Look, I Think, I Mean: Decoding Sundar Pichai’s Favorite Fillers
How the Google CEO models thoughtful communication in a world that talks too fast
If you really want to understand a leader, don’t just listen to what they say—listen to how they say it.
That was my experience recently when I watched a fireside chat with Sundar Pichai, CEO of Google and Alphabet, in conversation with Bloomberg’s Emily Chang at the 2025 Bloomberg Tech Summit in San Francisco.
The conversation hit all the expected topics—AI, competitiveness, the future of search, and regulation. But what struck me most wasn’t the content. It was the cadence.
As a long-time Toastmaster, I pay attention to moments most people overlook: hesitations, transitions, and fillers.
And Sundar has three reliable companions:
“Look…”
“I think…”
“I mean…”
Once I noticed them, they became a rhythm—almost like parentheses around his thinking. They weren’t random. They were part of his cognitive process, tiny verbal exhale valves as he carefully assembled ideas before speaking.
That’s when it hit me:
Fillers are not a flaw of communication—they’re a window into it.
The philosopher Epictetus once said,
“First learn the meaning of what you say, and then speak.”
Sundar’s fillers show the learning happening in real time.
And that made me reflect on something more profound:
Why do we use fillers at all?
Why We Use Fillers (The Real Psychology Behind Them)
Even the most polished leaders use fillers. Presidents. Authors. Founders. Toastmasters.
And yes—CEOs of trillion-dollar companies.
Here’s the psychology behind why:
1. We need micro time to think.
Speech moves fast. Thought moves more slowly.
A filler is just a bookmark while the brain searches for the next idea.
Cognitive scientists call this the planning buffer—your brain stalling for a split second to organize thoughts without losing the thread of the conversation.
2. Silence feels socially “expensive.”
Most of us were not raised to sit comfortably in silence.
In conversation, silence can feel like a mistake, a loss of control, or an opening for someone else to jump in.
But as Lao Tzu famously put it:
“Silence is a source of great strength.”
Ironically, when used intentionally, it makes you sound more confident—not less.
3. Fillers soften certainty.
Fillers can make us sound more collaborative, less forceful.
“I think” reduces harshness.
“I mean” signals clarification.
“Look” prepares people for a shift.
Fillers are social lubricants.

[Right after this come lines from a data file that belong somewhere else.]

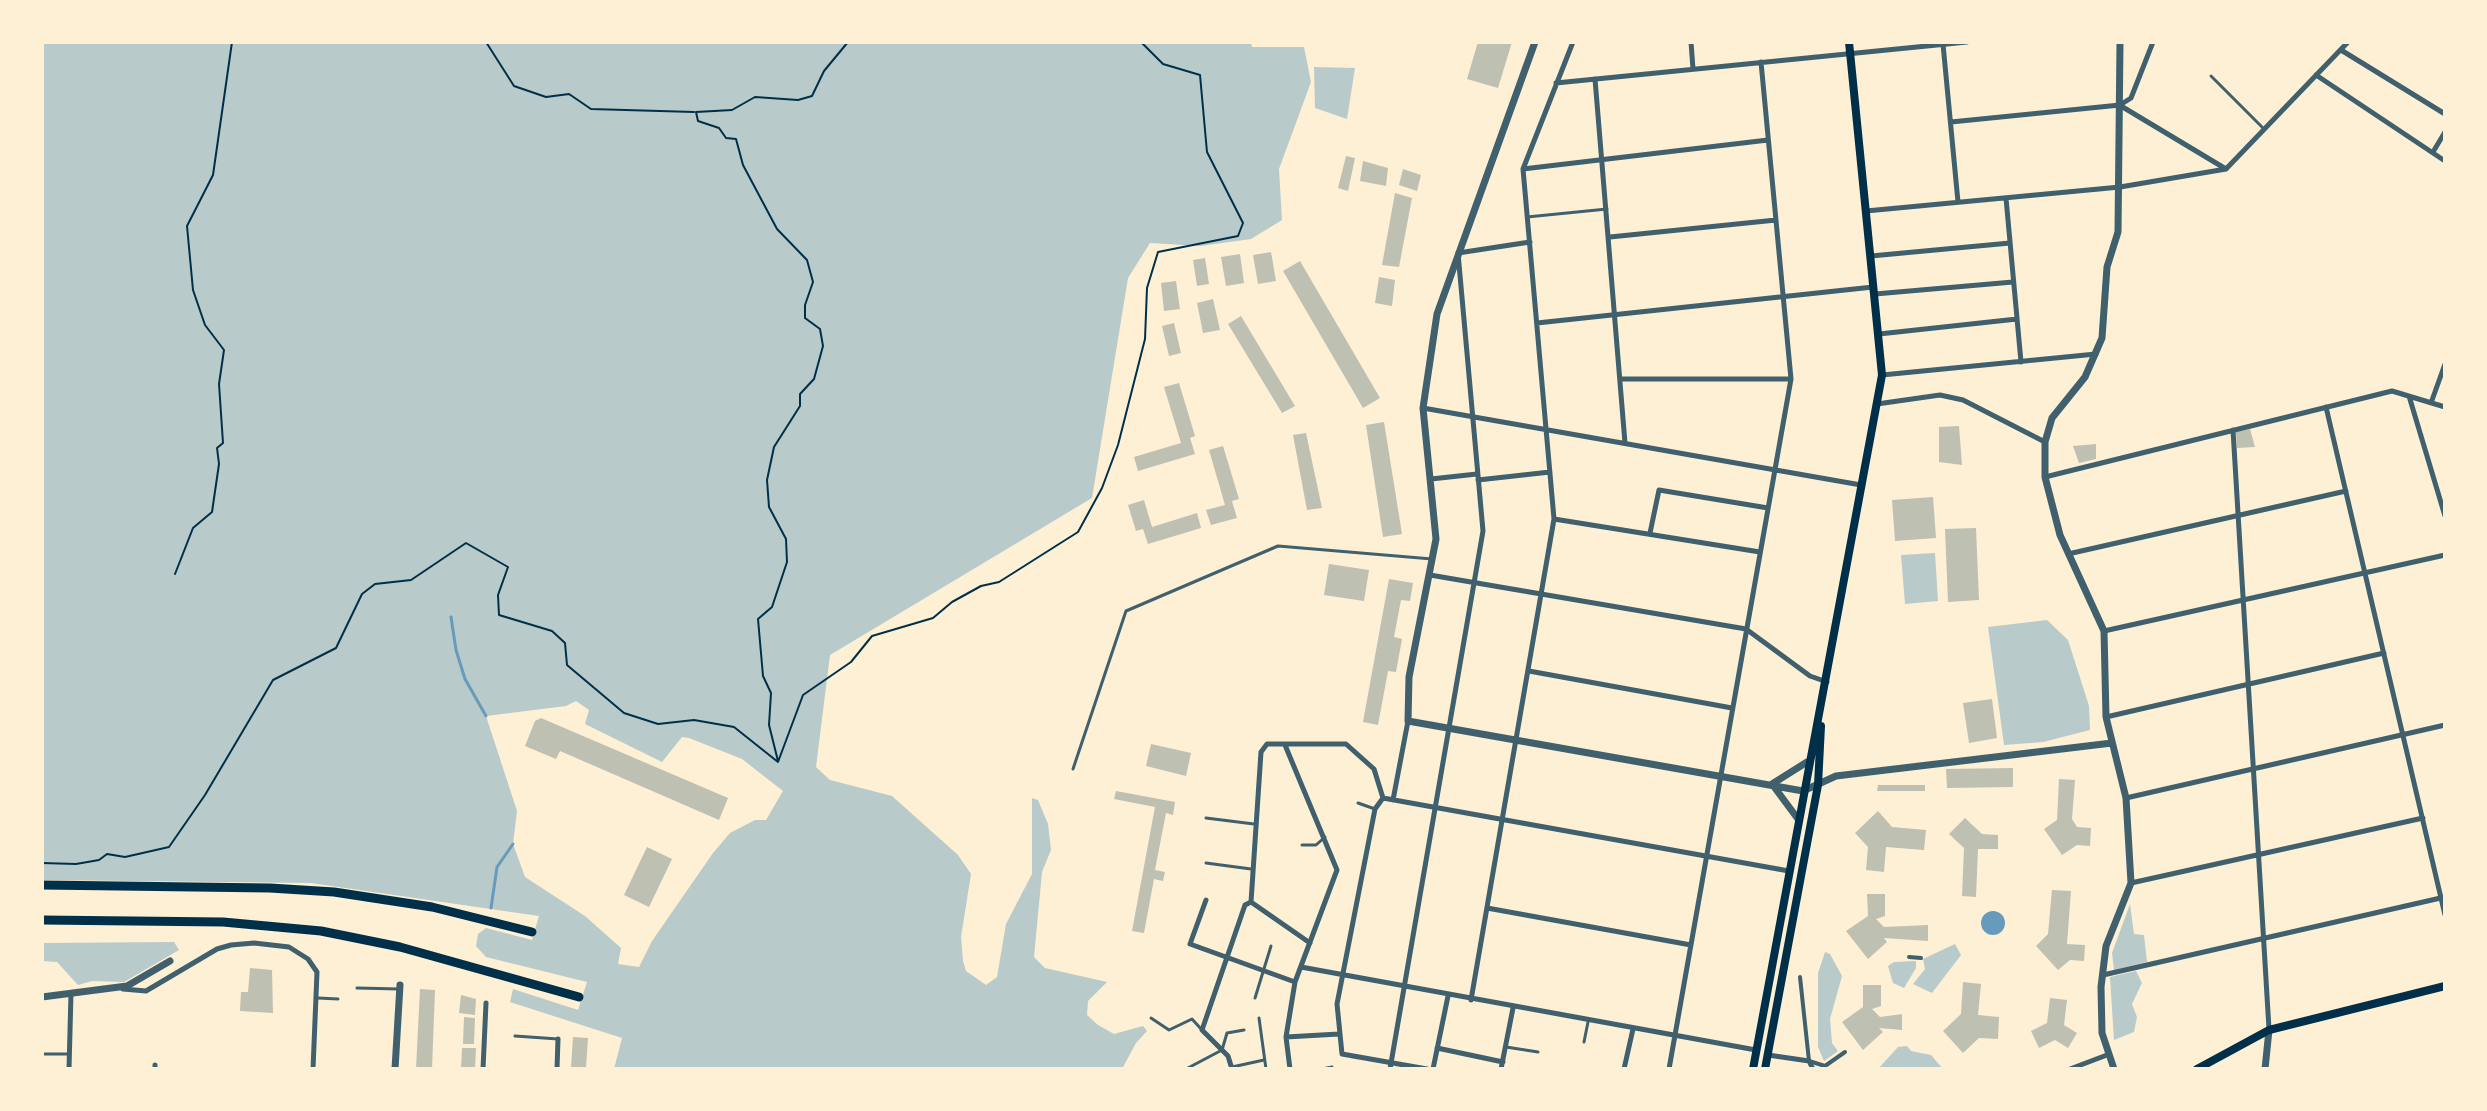 <!DOCTYPE html>
<style>
body{margin:0}
#map{position:relative;width:2487px;height:1111px;overflow:hidden;background:#fdf0d5;font-family:"Playfair Display",serif}
canvas{display:block}
.frame{position:absolute;inset:0;border:44px solid #fdf0d5;pointer-events:none}
</style>
<div id="map">
<canvas width="2487" height="1111"></canvas>
<div class="frame"></div>
</div>
<script>
const g = document.querySelector('canvas').getContext('2d');
g.lineJoin = 'round';
function fillPath(path, color) { g.fillStyle = color; g.fill(path, 'evenodd'); }
const toPath = rows => new Path2D(rows.map(r => 'M' + r).join(''));
function stroke(path, color, width, dash) { g.strokeStyle = color; g.lineWidth = width; g.lineCap = dash ? 'butt' : 'round'; g.setLineDash(dash || []); g.stroke(path); }
fillPath(toPath([
 [42,42,1251,42,1252,47,1304,47,1311,82,1279,169,1282,220,1251,239,1201,246,1150,243,1128,278,1092,498,830,655,816,767,830,780,892,796,958,855,971,874,961,937,963,961,966,971,986,985,997,977,1006,924,1032,874,1032,798,1038,800,1048,824,1051,850,1042,872,1034,957,1045,968,1107,982,1088,1001,1087,1015,1098,1025,1114,1034,1143,1026,1147,1031,1136,1043,1122,1069,614,1069,622,1038,510,1002,513,989,578,1010,587,982,486,957,476,946,478,934,486,928,532,940,539,916,311,883,42,880],
 [576,701,589,710,585,724,662,762,682,737,689,738,742,759,783,791,766,820,755,820,730,833,713,853,652,941,639,967,618,964,621,948,585,916,525,877,513,844,517,811,486,716,566,706],
 [1314,67,1355,68,1347,119,1315,108],
 [1935,553,1938,601,1905,604,1901,555],
 [2047,620,2068,640,2089,706,2090,730,2043,742,2004,745,1988,627],
 [2130,904,2134,934,2144,935,2147,962,2114,970,2112,953],
 [174,942,179,950,124,982,92,981,78,985,57,962,42,961,42,943],
 [1955,944,1961,955,1932,993,1913,984,1925,969,1923,959],
 [1825,952,1830,954,1842,976,1830,1019,1832,1043,1838,1051,1824,1061,1818,1047,1818,973],
 [1916,961,1916,968,1904,988,1893,983,1888,966,1894,962],
 [2136,971,2142,983,2132,1004,2137,1017,2134,1032,2114,1040,2110,977],
 [1907,1046,1911,1051,1931,1055,1943,1069,1878,1069,1898,1047]
]), '#b9caca');
fillPath(toPath([
 '1981 923a12 12 0 1 1 24 0a12 12 0 1 1-24 0Z'
]), '#669bbc');
stroke(toPath([
 [451,617,456,650,465,679,486,716],
 [491,908,497,867,513,844]
]), '#669bbc', 3);
fillPath(toPath([
 [1478,42,1512,42,1498,88,1467,79],
 [1346,156,1355,158,1348,191,1338,188],
 [1363,161,1388,168,1386,186,1360,181],
 [1403,169,1421,175,1417,191,1399,185],
 [1395,193,1412,198,1399,267,1382,265],
 [1271,252,1276,281,1258,284,1253,255],
 [1240,254,1244,283,1226,286,1221,257],
 [1205,258,1209,284,1197,286,1193,260],
 [1300,261,1380,398,1363,408,1283,271],
 [1379,277,1395,280,1392,306,1375,303],
 [1176,281,1180,309,1164,311,1161,283],
 [1213,299,1220,330,1203,333,1197,303],
 [1241,316,1295,406,1282,413,1228,324],
 [1174,323,1181,353,1169,356,1162,326],
 [1179,383,1195,436,1190,438,1195,454,1138,471,1134,457,1181,443,1164,387],
 [1384,422,1402,534,1383,537,1366,425],
 [1959,426,1962,465,1939,462,1939,427],
 [2250,429,2255,447,2237,448,2236,432],
 [1306,433,1322,508,1307,510,1293,435],
 [2096,444,2096,459,2079,463,2073,446],
 [1223,446,1239,499,1232,501,1237,518,1211,525,1206,510,1225,505,1209,450],
 [1933,497,1936,538,1895,541,1892,500],
 [1144,500,1152,527,1197,513,1201,528,1148,544,1143,529,1136,531,1128,505],
 [1976,528,1979,600,1948,602,1945,529],
 [1329,564,1369,570,1364,601,1324,595],
 [1389,579,1413,583,1410,601,1401,600,1394,637,1402,639,1396,672,1388,671,1378,725,1363,722],
 [1992,699,1997,738,1969,743,1963,703],
 [541,718,728,798,719,820,560,751,556,759,525,746,535,721],
 [1151,744,1191,753,1186,776,1146,766],
 [2013,768,2013,787,1947,788,1946,769],
 [2059,779,2075,780,2072,819,2077,827,2091,828,2090,846,2077,845,2062,855,2044,829,2057,820],
 [1878,785,1925,785,1925,791,1877,791],
 [1116,791,1175,802,1173,815,1166,813,1155,870,1165,872,1163,881,1154,879,1144,933,1132,931,1155,807,1114,799],
 [1878,811,1892,827,1926,830,1924,850,1886,847,1884,872,1866,870,1868,847,1855,833],
 [1965,818,1982,834,1998,835,1998,849,1978,849,1976,897,1962,896,1964,848,1949,834],
 [647,847,672,859,649,907,624,895],
 [2052,890,2071,891,2067,944,2085,945,2084,961,2070,960,2058,970,2036,946,2048,934],
 [1867,894,1885,894,1885,916,1876,919,1884,927,1928,925,1928,941,1884,938,1887,942,1868,959,1846,931,1868,916],
 [250,968,272,970,273,1013,240,1011,241,992,248,992],
 [1963,982,1981,984,1978,1015,1999,1017,1998,1039,1979,1038,1963,1053,1943,1031,1961,1014],
 [1863,985,1881,985,1881,1006,1872,1009,1880,1017,1902,1014,1902,1030,1879,1028,1883,1032,1863,1050,1842,1022,1863,1007],
 [420,989,435,990,432,1069,416,1069],
 [461,995,476,999,475,1015,459,1013],
 [2050,998,2067,1000,2064,1025,2077,1033,2068,1048,2055,1040,2039,1048,2031,1031,2047,1023],
 [464,1017,475,1018,474,1044,463,1044],
 [573,1037,588,1038,586,1068,571,1067],
 [462,1048,476,1048,475,1069,461,1069]
]), '#bec0b2');
stroke(toPath([
 [486,42,514,86,546,97,569,94,591,109,694,112],
 [175,574,193,528,212,512,219,464,217,448,223,443,219,384,224,350,205,325,193,290,187,226,213,175,232,42],
 [778,761,769,725,771,693,763,676,758,619,772,607,787,562,786,539,769,507,767,480,774,447,800,406,800,394,814,379,823,346,820,329,805,318,805,305,813,282,807,260,777,229,743,165,736,139,726,138,719,128,698,121,696,112,732,110,755,97,798,100,812,96,824,71,848,42],
 [42,863,76,864,99,860,107,854,125,857,169,847,205,795,273,680,336,648,362,594,375,584,411,580,466,543,508,567,498,595,499,615,552,631,565,643,567,665,624,713,658,724,694,720,734,727,778,762,803,695,851,662,872,636,933,618,952,602,981,586,999,582,1078,532,1102,488,1118,445,1145,339,1147,288,1158,252,1238,236,1243,223,1207,152,1200,75,1163,64,1141,42]
]), '#003049', 2);
stroke(toPath([
 [2211,76,2263,128],
 [1527,217,1607,209],
 [1073,769,1126,611,1278,546,1432,559],
 [1358,803,1375,809],
 [1206,818,1254,824],
 [1302,845,1316,845,1325,837],
 [1206,863,1251,869],
 [357,988,399,989],
 [318,998,338,999],
 [1255,998,1271,946],
 [1151,1018,1169,1030,1192,1019,1202,1030],
 [1259,1018,1266,1069],
 [515,1036,558,1039],
 [1584,1042,1588,1022],
 [1506,1047,1538,1052],
 [42,1054,69,1054],
 [1232,1067,1264,1060],
 [1186,1069,1222,1050,1227,1033,1244,1030],
 [1322,1069,1332,1067]
]), '#3f606c', 3);
stroke(toPath([
 [1909,957,1921,958],
 [1800,977,1809,1061,1825,1066,1845,1052]
]), '#3f606c', 4);
stroke(toPath([
 [1691,42,1693,69],
 [1943,44,1958,202],
 [2341,50,2445,114],
 [2316,75,2445,161],
 [1595,79,1625,443],
 [1556,83,1967,42],
 [2121,106,2226,169],
 [1951,122,2120,105,2131,98,2153,42],
 [2433,152,2445,132],
 [1523,169,1768,140],
 [2226,169,2348,42],
 [2006,198,2021,362],
 [1866,211,2120,187,2226,169],
 [1610,237,1776,220],
 [1871,256,2010,243],
 [1875,294,2013,282],
 [1537,323,1873,287],
 [1879,334,2017,319],
 [1882,375,2096,354],
 [1620,379,1791,379],
 [2409,396,2445,516],
 [2431,403,2445,364],
 [1877,404,1940,395,1963,400,2045,442],
 [2326,407,2445,915],
 [1423,408,1861,485],
 [2233,430,2269,1029],
 [2045,477,2392,391,2445,407],
 [1431,479,1477,474],
 [1478,480,1550,472],
 [1554,519,1760,552],
 [1650,533,1659,490,1768,508],
 [2068,554,2346,491],
 [1430,575,1746,629,1810,676,1827,682],
 [2104,631,2445,555],
 [1529,671,1732,708],
 [2106,717,2384,653],
 [1285,745,1337,870,1295,982,1286,1037,1290,1069],
 [1383,798,1789,871],
 [2126,798,2445,725],
 [1393,800,1408,721],
 [2131,883,2423,818],
 [1206,900,1190,944,1295,982],
 [1487,908,1691,945],
 [1310,943,1251,902,1261,752,1267,744,1346,744,1374,769,1383,798,1375,809,1337,1004,1342,1054,1427,1069],
 [1301,967,1756,1050],
 [2103,975,2445,897],
 [123,989,146,991,217,949,231,945,254,943,289,947,308,959,317,972,313,1069],
 [1471,1000,1554,519,1523,169,1573,42],
 [1286,1037,1339,1034],
 [1437,1048,1503,1062],
 [1768,1055,1809,1061,1813,1069],
 [69,1069,71,993],
 [155,1069,155,1065],
 [483,1069,486,1003],
 [557,1069,558,1039],
 [1232,1069,1228,1056,1202,1030,1245,905,1251,902],
 [1390,1069,1483,531,1458,253,1530,242],
 [1433,1069,1448,996],
 [1501,1069,1513,1008],
 [1624,1069,1633,1029],
 [1669,1069,1791,379,1761,62],
 [2070,1069,2107,1055]
]), '#3f606c', 5);
stroke(toPath([
 [1535,42,1437,314,1423,408,1436,539,1409,677,1408,721,1803,791,1836,776,2112,743],
 [1798,819,1772,784,1807,762],
 [42,997,127,986,170,961],
 [395,1069,400,985],
 [2114,1069,2102,1033,2101,987,2106,946,2131,883,2126,798,2106,717,2104,631,2060,535,2045,477,2045,442,2052,418,2085,377,2102,338,2107,267,2118,232,2120,42],
 [2265,1069,2269,1030]
]), '#3f606c', 7);
stroke(toPath([
 [1753,1069,1882,375,1849,42],
 [1765,1069,1818,785,1821,726],
 [2197,1069,2269,1030,2445,986]
]), '#003049', 8);
stroke(toPath([
 [42,885,270,888,334,892,432,907,532,932],
 [42,920,223,922,321,931,400,947,579,997]
]), '#003049', 9);
</script>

They make communication feel more human.
4. It’s pure habit.
Our fillers evolve with age—almost like linguistic fashion.
Your twenties: “like.”
Your thirties: “You know.”
Your forties onward: “right?”
These habits tell the story of how you think.
A Small Story About Fillers (And What They Reveal)

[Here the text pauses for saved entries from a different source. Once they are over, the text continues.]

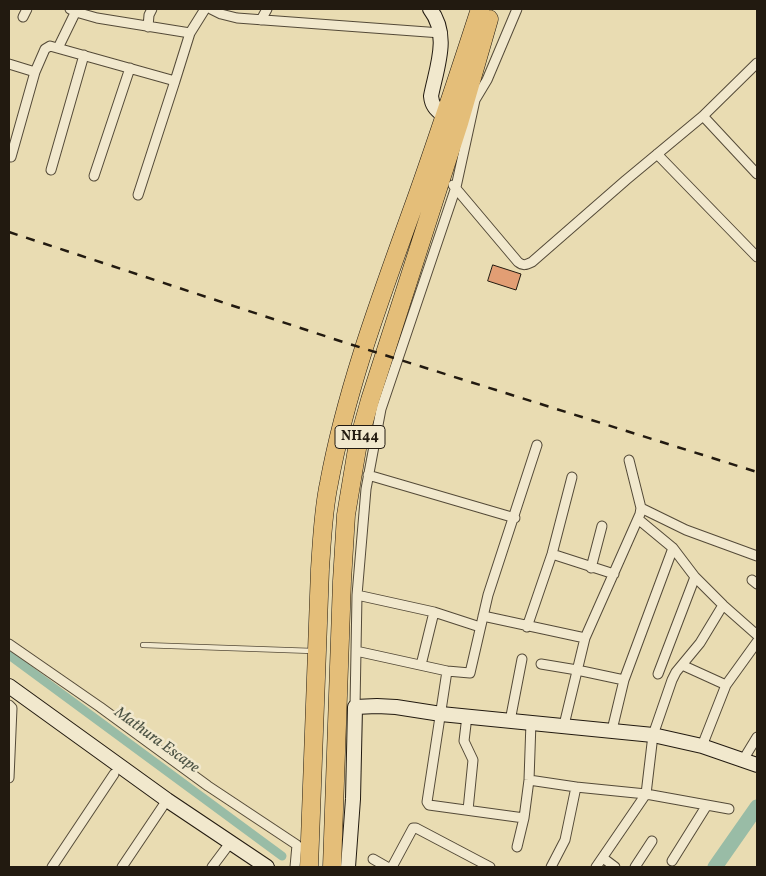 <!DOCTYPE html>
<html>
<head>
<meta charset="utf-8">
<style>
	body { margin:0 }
	#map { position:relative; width:766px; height:876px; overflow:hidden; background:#e9dcb2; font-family:Vollkorn,serif }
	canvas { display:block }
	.frame { position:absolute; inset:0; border:10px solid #221a10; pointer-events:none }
</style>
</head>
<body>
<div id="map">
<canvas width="766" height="876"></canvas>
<div class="frame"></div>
</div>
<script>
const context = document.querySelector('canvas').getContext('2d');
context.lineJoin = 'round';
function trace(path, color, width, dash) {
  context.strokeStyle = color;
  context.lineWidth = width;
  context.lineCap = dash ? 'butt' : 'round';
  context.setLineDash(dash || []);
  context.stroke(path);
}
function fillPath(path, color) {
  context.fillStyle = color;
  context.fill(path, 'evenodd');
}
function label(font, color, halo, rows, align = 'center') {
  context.font = font + ' Vollkorn,serif';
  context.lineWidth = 5;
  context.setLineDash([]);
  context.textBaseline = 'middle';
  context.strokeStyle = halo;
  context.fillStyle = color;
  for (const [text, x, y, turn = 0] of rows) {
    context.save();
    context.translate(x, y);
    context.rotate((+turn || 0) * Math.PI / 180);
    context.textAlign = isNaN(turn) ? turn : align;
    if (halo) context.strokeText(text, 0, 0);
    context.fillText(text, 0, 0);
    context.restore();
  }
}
trace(new Path2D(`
	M9,655l273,201`), '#99bca6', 9);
trace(new Path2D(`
	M715,867l42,-60`), '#99bca6', 15);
const building = new Path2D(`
	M493,265l28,9 -5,16 -28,-9z`);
fillPath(building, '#e29e74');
trace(building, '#221a10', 1);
const lane = new Path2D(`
	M143,645l170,6`);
const street = new Path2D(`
	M70,9l6,3 21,6 93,15
	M211,9l10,5 16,4 204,15
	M23,17l4,-8
	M261,20l6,-11
	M148,27l1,-12 3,-6
	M58,48l19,-39
	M9,64l26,8 10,-23 5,-3 125,35 15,-48 15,-24
	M703,116l54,58
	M657,154l100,103
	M11,157l24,-85
	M51,170l33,-115
	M94,176l36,-108
	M453,185l65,77c5,4 8,3 14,0l94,-82 77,-64 54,-53
	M138,195l37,-114
	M368,475l147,43
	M641,508l45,22 71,26
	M638,519l35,29 22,29 28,28 34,30
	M552,554l62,20
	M591,568l11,-42
	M752,580l5,4
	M357,595l77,17 46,15
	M483,616l102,22
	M527,627l25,-73 20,-77
	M9,644l91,63 108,79 89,59 -2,22
	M356,651l91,20 23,2 18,-78 49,-150
	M541,664l36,6 47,10
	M421,665l13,-53
	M682,665l44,20
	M447,671l-20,131 2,3 95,13
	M658,674l37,-97
	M9,705l3,3 -3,70
	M355,707l2,-112 9,-106 15,-80 75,-222 19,-87 12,-20 30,-71
	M467,716l-3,25 9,19 -5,50
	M510,721l12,-62
	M564,725l21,-87 55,-124 1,-6 -12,-48
	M612,730l12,-50 49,-132
	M702,746l24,-61 31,-43
	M743,760l14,-23
	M529,780l47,7 70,7 83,15
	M517,847l7,-29 5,-38 2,-58
	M603,858l12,9
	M373,859l14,8
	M672,861l35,-56
	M52,867l62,-93
	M122,867l45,-67
	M212,867l18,-24
	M392,867l21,-39h3l74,39
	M551,867l14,-27 11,-53
	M596,867l50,-73 7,-59 19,-55 4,-8 24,-29 23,-38
	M635,867l17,-26`);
const secondary = new Path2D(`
	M430,9c20,26 7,57 1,87 1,11 6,14 14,21
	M9,686l158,114 100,67
	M348,867l5,-68 2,-92 22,-1 19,1 45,7 212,21 49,11 55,19`);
const highway = new Path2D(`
	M309,867l11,-298c2,-29 3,-58 9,-86 18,-97 53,-189 86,-281 23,-64 44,-129 65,-193
	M332,867l10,-286 4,-66 12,-72 12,-43 89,-277 30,-104`);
trace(lane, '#544a38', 6);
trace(street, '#544a38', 11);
trace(secondary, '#221a10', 16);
trace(highway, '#221a10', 19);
trace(lane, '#f1e8cd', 4.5);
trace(street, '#f1e8cd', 9);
trace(secondary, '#f1e8cd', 14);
trace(highway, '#e4be79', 18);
trace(new Path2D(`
	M9,232l331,109 417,131`), '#221a10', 2.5, [9, 9]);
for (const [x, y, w] of [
	[360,437,50]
]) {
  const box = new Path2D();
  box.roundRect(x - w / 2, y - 11.5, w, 23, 4);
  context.fillStyle = '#f1e8cd';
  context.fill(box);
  trace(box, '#221a10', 1);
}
label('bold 14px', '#221a10', null, [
	["NH44",360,437]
]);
label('italic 16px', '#4c5344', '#f1e8cd', [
	["Mathura Escape",156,741,36]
]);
</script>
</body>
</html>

A few weeks ago, I was delivering a presentation. I remember starting a key point with my usual filler of the season: “Essentially…”
I didn’t even realize it until a colleague approached me afterward and said:
“Every time you said ‘essentially,’ your body leaned forward—like you were warming up your brain.”
It was a simple observation. But it was a powerful mirror.
My filler wasn’t just a word. It was a signal—telling me where I was still assembling thoughts instead of delivering them cleanly.
And that’s when I realized something important:
👉 Fillers don’t reveal poor speaking. They reveal active thinking.
👉 When used intentionally, they can even enhance authenticity.
But what if you want to reduce them? What if they’re distracting or excessive?
That leads to the simplest (and hardest) technique of all.
How to Avoid Fillers Without Sounding Like a Robot
There’s only one reliable strategy:
Replace fillers with a breath.
Not a dramatic one.
Just a small inhale. A micro-pause. A beat.
Pause → Think → Speak.
This simple moment gives you:
Clarity: Your following sentence lands clean.
Authority: Pauses make you sound composed.
Control: You’re choosing your words, not chasing them.
Most people fear silence.
The best communicators use it.
As Eric Schmidt once said,
“Speak with intention. Silence is not the enemy of intention.”
The pause is not space.
It’s thinking space.
And it is the most underrated communication tool we have.
Fillers Change With the Seasons (And That’s a Good Thing)
We all use fillers knowingly.
And our fillers change as our thinking evolves.
Right now, mine is “Essentially.”
A year ago, it was “So…”
Before that, “Here’s the thing…”
These shifts show how our minds reorganize themselves as we grow.
Your filler is a mirror.
Instead of eliminating it, start by noticing it. Awareness is always the first step to mastery.
Two Reflection Questions
What filler word or phrase do you tend to lean on today—and what might it reveal about your thinking style?
Where in your communication could a deliberate pause replace a filler and create more clarity, confidence, or presence?
Fillers are human.
Pauses are powerful.
And excellent communication lives in the dance between the two.